I'm not sure what I'll do with my little collection of parts. They could join the blue robin's egg shell, the chicken wishbone, the minuscule vertebrae and the rattlesnake rattle that stay on the little ledge made by the top of the backsplash on my kitchen counter. The rattlesnake rattle came out of an old classical guitar Cyd's sister brought her from Colorado last winter. They said I could keep it. OK, I begged for it and they allowed me to keep it, but I didn't ask for the feather that was tied to the headstock. The chicken wishbone is one I used when Cyd and I taught poetry workshops with a class of seventh-graders in a school near downtown Dayton. We gave them bags and got them started on keeping a collection of “poetry bones”: photos, special words, glue sticks, and other things they could pull out to inspire their poetry writing. I have a feeling lining up too many of these things on my kitchen counter, even if it is the part where I don't cook or eat, will eventually make me into one of those crazy women who, in lieu of owning too many cats, collects too many body parts from dead animals.

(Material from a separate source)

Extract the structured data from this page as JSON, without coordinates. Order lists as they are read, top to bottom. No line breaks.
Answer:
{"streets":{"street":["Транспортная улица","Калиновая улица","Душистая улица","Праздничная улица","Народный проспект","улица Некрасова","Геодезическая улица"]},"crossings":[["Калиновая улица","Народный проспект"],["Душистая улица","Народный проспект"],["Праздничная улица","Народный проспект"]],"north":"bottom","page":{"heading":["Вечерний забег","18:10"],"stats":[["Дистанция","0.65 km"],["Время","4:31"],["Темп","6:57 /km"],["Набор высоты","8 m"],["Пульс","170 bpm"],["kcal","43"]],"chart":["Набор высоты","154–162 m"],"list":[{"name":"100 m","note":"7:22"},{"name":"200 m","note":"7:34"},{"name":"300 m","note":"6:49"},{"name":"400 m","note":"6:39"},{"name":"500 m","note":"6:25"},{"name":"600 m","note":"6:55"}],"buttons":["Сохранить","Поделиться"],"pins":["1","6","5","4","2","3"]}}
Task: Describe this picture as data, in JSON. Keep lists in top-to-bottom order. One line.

Of course, I could throw them all out in the garden and let them decompose into their elements. I've done that many times before, and I keep meaning to do that with my last dog's ashes. He died only twelve years ago.

Or I could collect them in a pretty jar and try to fill it up. That might look cool. Or pile them in a hand-tossed pottery bowl and set them on the table by the couch for guests to sift through and examine.

The best idea is to arrange them on a piece of mat board and mount them in a shadow box. You can frame almost anything. My ex-husband and I owned a custom framing store for a while, and we framed everything from a signed electric guitar to Shaquille O'Neal's big-ass athletic shoe to an Olympic torch.

The strangest thing we framed though was for a woman who liked to collect organic castoffs too: her own toenails. She claimed her ex-husband used to complain that her toenails were too long; they scratched him in the night. After they divorced, she grew her toenails out, painted them blood red, cut them, and paid us to frame them in an expensive shadowbox. She wanted to remind herself why she should never get married again. That's her story and it's as good as the next one.

Here's what I'll do with my collection. I'll arrange them in a frame and leave room to add more later. Already I'm thinking of other things I could add to this small collection: a couple of my kids' teeth from the little box in my dresser drawer. (What? You can't just throw those away after you smear glitter on the sheet and slip a silver dollar under the pillow.) A small skull I had on the mantle for several years. Whatever else I find next time I walk along the river. Hey, maybe one of those minnows has decomposed into a perfect little skeleton preserved in the killing mud.


Someday maybe I'll try to analyze this penchant I have for picking up the tiny leftovers from what to us seem like very short lives. Whatever animated those bodies is long gone. Call it god or the great creator or the flying spaghetti monster. Somehow these little parts retain for me a memory of creation that goes back to those first organisms that grew teeth and toenails, fur and beaks, bones and feathers. Even if I keep them in a frame for the rest of my likewise brief life, they will eventually find their way back into the soil, maybe to become a rock that looks like it has a brain growing out of it. One of my descendants will throw my carefully arranged shadowbox into the trash, breaking the glass if it's not already broken, freeing the tiny parts at last to feed the earth, return the elements they borrowed. By then, my body too will be doing the same thing, although I doubt very much anybody will collect any of my parts and show them off in a shadowbox.
I don't know or much care why I feel a connection to these little bits of bodies any more than the person who collects plates with lemons painted on them does. She said they make her feel "[h]appy. Sunshiny and yellow." They make her happy. That's good enough for me too.